Les indemnités proportionnelles à l'ancienneté

Actuellement, les indemnités sont fixées librement en fonction du préjudice subi, mais aussi de l'âge, l'ancienneté, la taille de l'entreprise, les difficultés éprouvées à trouver un emploi. Seule contrainte, un salarié de plus de deux ans d'expérience dans une société de plus de dix salariés doit percevoir une indemnité d'au moins six mois de salaire. Traditionnellement, les indemnités sont proportionnelles à l'ancienneté: par exemple, 12 ans d'ancienneté équivalent à environ 12 mois de salaires, 30 années à 30 mois, selon les avocats.

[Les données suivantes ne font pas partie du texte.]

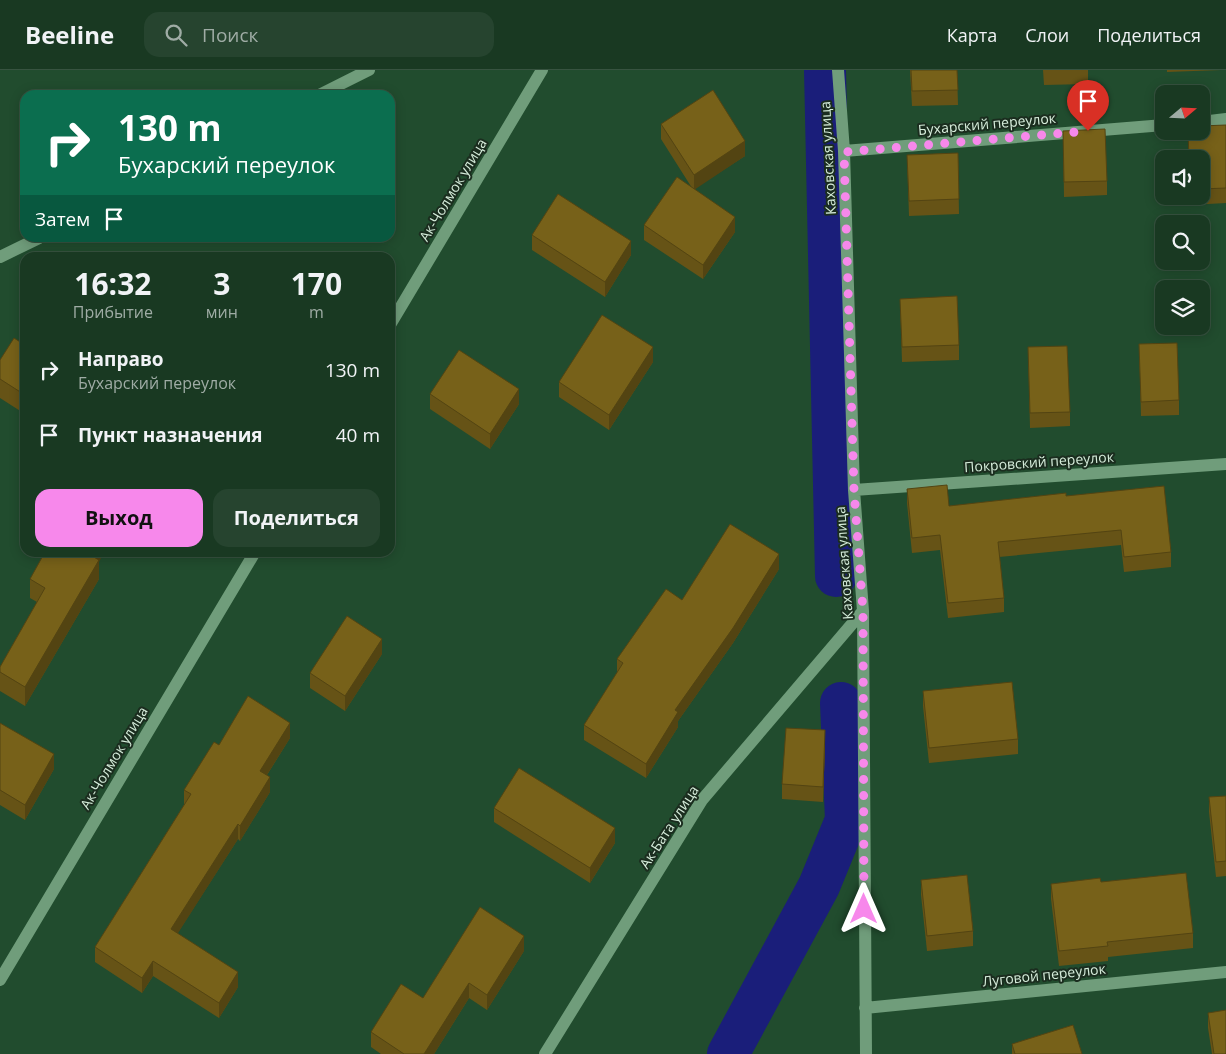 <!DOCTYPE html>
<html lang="ru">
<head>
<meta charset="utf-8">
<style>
	:root { --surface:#193922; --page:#26442f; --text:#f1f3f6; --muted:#9faca5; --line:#375340; --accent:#f788eb }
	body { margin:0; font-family:"Open Sans",sans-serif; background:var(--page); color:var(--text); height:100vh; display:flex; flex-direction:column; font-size:19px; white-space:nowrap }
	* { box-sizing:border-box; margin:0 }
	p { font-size:16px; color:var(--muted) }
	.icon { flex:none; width:28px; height:28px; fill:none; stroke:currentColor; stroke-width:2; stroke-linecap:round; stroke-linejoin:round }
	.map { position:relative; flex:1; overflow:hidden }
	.drawer { position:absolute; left:20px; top:182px; width:375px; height:305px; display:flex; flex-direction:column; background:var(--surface); border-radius:15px; box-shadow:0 2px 12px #0003,0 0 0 1px var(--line) }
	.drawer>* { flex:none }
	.banner { position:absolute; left:20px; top:20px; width:375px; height:152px; border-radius:15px; box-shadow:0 2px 12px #0003,0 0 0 1px var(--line); background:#0b6e4f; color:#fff; overflow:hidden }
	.needle { width:32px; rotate:71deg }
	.fabs { position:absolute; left:1155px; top:15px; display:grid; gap:10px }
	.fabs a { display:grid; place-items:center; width:55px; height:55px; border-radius:10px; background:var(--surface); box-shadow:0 2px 12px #0003,0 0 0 1px var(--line); font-size:25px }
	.pin { position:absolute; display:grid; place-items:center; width:42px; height:42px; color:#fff; margin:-51px -21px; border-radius:50% 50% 50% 0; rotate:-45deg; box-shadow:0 0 5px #0007 }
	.pin .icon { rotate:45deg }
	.me { position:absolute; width:55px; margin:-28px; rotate:0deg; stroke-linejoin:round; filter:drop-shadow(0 0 4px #0008) }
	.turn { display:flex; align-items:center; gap:18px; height:105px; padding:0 15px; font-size:22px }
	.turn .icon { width:65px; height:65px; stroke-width:2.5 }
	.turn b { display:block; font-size:35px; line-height:42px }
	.then { display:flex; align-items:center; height:48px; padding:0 15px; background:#0003; gap:10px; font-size:19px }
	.eta { display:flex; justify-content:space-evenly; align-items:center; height:85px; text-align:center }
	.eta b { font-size:30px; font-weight:700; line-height:35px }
	.button { display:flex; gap:10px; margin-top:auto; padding:10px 15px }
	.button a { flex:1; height:58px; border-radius:15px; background:var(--accent); color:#111; font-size:20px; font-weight:700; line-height:58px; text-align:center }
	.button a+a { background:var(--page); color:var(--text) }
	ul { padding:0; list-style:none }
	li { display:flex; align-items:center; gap:15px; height:65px; padding:0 15px }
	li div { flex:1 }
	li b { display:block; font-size:19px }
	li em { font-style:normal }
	header { display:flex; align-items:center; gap:30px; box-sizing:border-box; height:70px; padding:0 25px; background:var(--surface); border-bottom:1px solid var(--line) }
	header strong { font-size:24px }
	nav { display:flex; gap:28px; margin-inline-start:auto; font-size:18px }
	.search { width:350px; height:45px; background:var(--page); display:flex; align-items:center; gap:12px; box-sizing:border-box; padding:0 18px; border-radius:15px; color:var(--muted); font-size:19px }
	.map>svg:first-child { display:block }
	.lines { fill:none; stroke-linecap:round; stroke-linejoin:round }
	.canal { stroke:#1a1e7a; stroke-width:42 }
	.street { stroke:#709d7b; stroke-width:12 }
	.wall { fill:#665316 }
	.shaded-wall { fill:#534412 }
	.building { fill:#776119; stroke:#534412 }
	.route { stroke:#f788eb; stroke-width:9; stroke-dasharray:0 16.2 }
	.labels { text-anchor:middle; stroke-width:4; stroke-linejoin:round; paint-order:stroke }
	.street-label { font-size:14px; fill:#d6eddb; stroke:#1b2d1f }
</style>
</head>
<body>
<header>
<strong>Beeline</strong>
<div class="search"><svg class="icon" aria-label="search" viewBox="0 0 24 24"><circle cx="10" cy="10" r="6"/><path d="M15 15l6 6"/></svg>Поиск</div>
<nav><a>Карта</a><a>Слои</a><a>Поделиться</a></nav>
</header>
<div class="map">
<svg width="1226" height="984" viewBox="0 0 1226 984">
	<rect width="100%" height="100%" fill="#214c2e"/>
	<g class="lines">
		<path class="canal" d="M825 0 836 506
			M728 984 819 816 846 750 841 633"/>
		<path class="street" d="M838 0 844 81 854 420 863 541 866 984
			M319 25 369 0
			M1201 52 1226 49
			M844 81 1164 55
			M0 187 39 168
			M390 255 542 0
			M854 420 1226 394
			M0 910 255 482
			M865 938 1226 902
			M545 984 702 730 863 541"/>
	</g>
	<path class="wall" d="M910 0H957L958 35 912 36Z
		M1043 0H1088V14L1044 15Z
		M1167 0H1221L1167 2Z
		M661 54 745 86 694 119 735 162 703 209 644 170V155L692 118 661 69Z
		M1226 55V133L1190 135 1189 126H1201V89H1188V61Z
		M1063 61 1107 111V125L1064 127Z
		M958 83 959 144 909 146 907 85Z
		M532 165 631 185 605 227 532 180Z
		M900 229 959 275V290L902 292Z
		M1139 274 1179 330V345L1141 346Z
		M25 275V344L0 328V290Z
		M1028 277 1070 342V356L1030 358Z
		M653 292 609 360 559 327V312Z
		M430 324 519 334 490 379 430 339Z
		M907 419 949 436 1066 426 1171 482V497L1124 502 1121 475 999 487 1004 528V542L948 548 940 480 912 483 907 433Z
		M99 492V509L25 636 0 621V597L37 532 30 528V509Z
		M779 499 733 573 678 651V657L646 708 584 670V655L617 603V589L682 530Z
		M382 584 345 641 310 618V603Z
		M923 621 1018 669V684L929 693 923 636Z
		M0 653 54 699 25 750 0 735Z
		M290 668 267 705 270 722 240 771 238 769 177 864 238 917 219 948 153 906 142 923 95 892V877L184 735V720L219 675Z
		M825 675 823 732 782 729V714Z
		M1226 726V806L1216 807 1209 742V727Z
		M494 738 615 773 590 813 494 752Z
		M921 810 973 861V876L927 881 921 825Z
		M1051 814 1193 863V878L1108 887V891L1059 896 1051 829Z
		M524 881 487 940 469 928 434 984H381L371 977V962L423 928Z
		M1208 943 1226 984H1212L1208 958Z
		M1012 974 1082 984H1012Z"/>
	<path class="shaded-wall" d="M745 71V86L694 120V105Z
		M735 147V162L703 209V195Z
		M631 171V185L605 227V212Z
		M653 277V292L609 360V345Z
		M519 319V334L490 379V364Z
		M94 482H104L99 492V509L25 636V617Z
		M779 484V499L733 573 678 651V657L646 708V694L675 640Z
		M382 569V584L345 641V626Z
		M290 653V668L260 716V701Z
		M825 660V675L823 732V717Z
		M54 684V699L25 750V735Z
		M270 707V722L240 771V756Z
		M238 754V769L171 874V859Z
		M615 758V773L590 813V798Z
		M524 866V881L487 940V925Z
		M153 891V906L142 923V908Z
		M238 902V917L219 948V933Z
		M469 913V928L434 984H424Z"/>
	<path class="building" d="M911 0H957L958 20 912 21Z
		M713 20 745 71 694 105 661 54Z
		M1226 55V118L1201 119V89H1189L1188 61H1201V56Z
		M1105 59 1107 111 1064 112 1063 61Z
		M958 83 959 129 909 131 907 85Z
		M677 107 735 147 703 195 644 155Z
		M558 124 631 171 605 212 532 165Z
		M957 226 959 275 902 277 900 229Z
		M602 245 653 277 609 345 559 312Z
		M14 268 25 275V325L0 309V290Z
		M1177 273 1179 330 1141 332 1139 274Z
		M1067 276 1070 342 1030 343 1028 277Z
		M459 280 519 319 490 364 430 324Z
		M947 415 949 436 1066 423V426L1164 416 1171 482 1124 487 1121 460 998 472 1004 528 948 533 940 465 912 468 907 419Z
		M730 454 779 484 733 558 675 640 678 642 646 694 584 655 623 593 617 589 666 519 682 530Z
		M45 482H94L92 486 99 490 25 617 0 602V597L45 518 30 509Z
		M347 546 382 569 345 626 310 603Z
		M1012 612 1018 669 929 678 923 621Z
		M248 626 290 653 260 701 270 707 240 756 238 754 171 859 238 902 219 933 153 891 142 908 95 877 191 724 184 720 214 672 219 675Z
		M0 653 54 684 25 735 0 720Z
		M786 658 825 660 823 717 782 714Z
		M519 698 615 758 590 798 494 738Z
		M1226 726V791L1216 792 1209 727Z
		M1186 803 1193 863 1107 872 1108 876 1059 881 1051 814 1100 808 1101 812Z
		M967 805 973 861 927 866 921 810Z
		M480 837 524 866 487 925 469 913 424 984H404L371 962 401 914 423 928Z
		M1226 940V984H1214L1208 943Z
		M1073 955 1082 984H1015L1012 974Z"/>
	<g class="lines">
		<path class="route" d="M864 839 863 541 854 420 844 82 1088 61"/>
	</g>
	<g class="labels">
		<g class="street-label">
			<text transform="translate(987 54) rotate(-5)" y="5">Бухарский переулок</text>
			<text transform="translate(828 88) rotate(-93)" y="5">Каховская улица</text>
			<text transform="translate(453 120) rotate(-59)" y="5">Ак-Чолмок улица</text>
			<text transform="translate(1039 392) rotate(-4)" y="5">Покровский переулок</text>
			<text transform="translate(844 493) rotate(-94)" y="5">Каховская улица</text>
			<text transform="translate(114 688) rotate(-59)" y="5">Ак-Чолмок улица</text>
			<text transform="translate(669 757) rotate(-57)" y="5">Ак-Бата улица</text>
			<text transform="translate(1044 905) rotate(-6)" y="5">Луговой переулок</text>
		</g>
	</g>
</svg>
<div class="fabs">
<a><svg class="needle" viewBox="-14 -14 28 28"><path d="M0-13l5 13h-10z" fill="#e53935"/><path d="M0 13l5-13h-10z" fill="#9faca5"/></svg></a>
<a><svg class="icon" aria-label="sound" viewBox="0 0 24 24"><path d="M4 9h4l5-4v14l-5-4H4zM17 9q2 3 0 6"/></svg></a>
<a><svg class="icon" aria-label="search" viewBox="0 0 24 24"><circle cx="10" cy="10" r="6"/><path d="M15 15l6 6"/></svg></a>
<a><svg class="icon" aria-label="layers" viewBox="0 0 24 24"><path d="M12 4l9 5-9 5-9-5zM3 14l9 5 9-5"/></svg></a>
</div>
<div class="pin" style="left:1088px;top:61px;background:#d93025"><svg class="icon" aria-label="arrive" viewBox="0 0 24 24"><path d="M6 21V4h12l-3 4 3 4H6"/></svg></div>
<svg class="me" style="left:864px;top:839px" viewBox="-20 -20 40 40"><path d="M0-17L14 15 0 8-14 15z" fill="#f788eb" stroke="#fff" stroke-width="4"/></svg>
<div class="banner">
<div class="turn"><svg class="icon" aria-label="right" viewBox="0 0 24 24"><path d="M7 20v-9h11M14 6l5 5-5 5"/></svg><div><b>130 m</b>Бухарский переулок</div></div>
<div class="then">Затем<svg class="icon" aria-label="arrive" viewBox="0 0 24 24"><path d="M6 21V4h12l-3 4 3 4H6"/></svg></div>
</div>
<section class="drawer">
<div class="eta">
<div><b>16:32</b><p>Прибытие</p></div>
<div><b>3</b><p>мин</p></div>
<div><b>170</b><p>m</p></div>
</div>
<ul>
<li><svg class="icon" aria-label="right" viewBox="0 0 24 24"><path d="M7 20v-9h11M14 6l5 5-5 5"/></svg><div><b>Направо</b><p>Бухарский переулок</p></div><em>130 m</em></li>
<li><svg class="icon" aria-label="arrive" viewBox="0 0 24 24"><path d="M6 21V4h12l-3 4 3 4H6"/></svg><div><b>Пункт назначения</b></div><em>40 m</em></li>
</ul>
<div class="button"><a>Выход</a><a>Поделиться</a></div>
</section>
</div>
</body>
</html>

L'indemnité maximale prévue par la loi Macron pouvait aller jusqu'à 27 mois (salariés de plus de 10 ans d'ancienneté dans une entreprise de plus de 300 salariés). Le minimum était fixé à 3 mois (salarié avec moins de deux ans d'ancienneté dans une entreprise de moins de 20 salariés).

Mais le critère de la taille de l'entreprise a été invalidé, le conseil constitutionnel considérant qu'il n'avait aucun lien avec le préjudice subi, rendant caduc tout le dispositif. Avec le futur dispositif, "si les plafonds d'indemnités sont trop bas, les syndicats vont s'opposer", menace la source CFDT. Le patronat, qui considère le montant des dommages et intérêts comme un frein à l'emploi, a d'ores et déjà avancé ses pions. Le patron du Medef, Pierre Gattaz, suggère un plafond de 6 à 10 mois de salaire, toutes entreprises confondues, car c'est "un niveau acceptable pour les TPE et les PME". L'argument de l'emploi est entendu par le gouvernement, qui compte, avec le plafonnement, permettre aux chefs d'entreprises d'avoir une meilleure "visibilité" dans un contexte de chômage record.

"Encourager les comportements abusifs"

Des voix se sont élevées dès l'été 2015 contre le plafond. Il "est de nature à encourager les comportements abusifs, en délivrant aux employeurs peu scrupuleux une forme d'autorisation de licencier sans motif", ont estimé une centaine de chercheurs (économistes sociologues, juristes) dans une tribune publiée par Le Monde. Et "dire que l'abaissement du coût du licenciement abusif encouragerait l'embauche et réduirait le chômage est tout simplement faux" car le chômage "s'explique essentiellement par le manque d'activité économique", selon eux. Pour Didier Porte, secrétaire confédéral chargé du dossier à FO, la création d'un barème répond à la "tactique patronale d'évitement du juge" et consisterait à "réduire les droits des salariés". "Le plafonnement enlève l'autonomie de jugement du juge, sa marge d'appréciation", or "chaque dossier est individuel". FO réfléchit déjà à une "réponse juridique", notamment une plainte à la Cour de justice européenne.

De son côté, le syndicat des avocats de France souligne que ce plafonnement intervient alors que l'État "ne fait rien" pour réduire les délais "déraisonnables" aux prud'hommes. Près de 300 salariés poursuivent l'État pour "déni de justice" à cause de ces délais, certains ayant dû patienter cinq ans avant de voir une décision rendue. Un décret d'application de la réforme de la procédure prud'homale, censée réduire ces délais entre autres et dont la publication était prévue pour fin 2015, est toujours attendu. En cours d'examen en Conseil d'État, il sera publié "prochainement", promet Myriam El Khomri.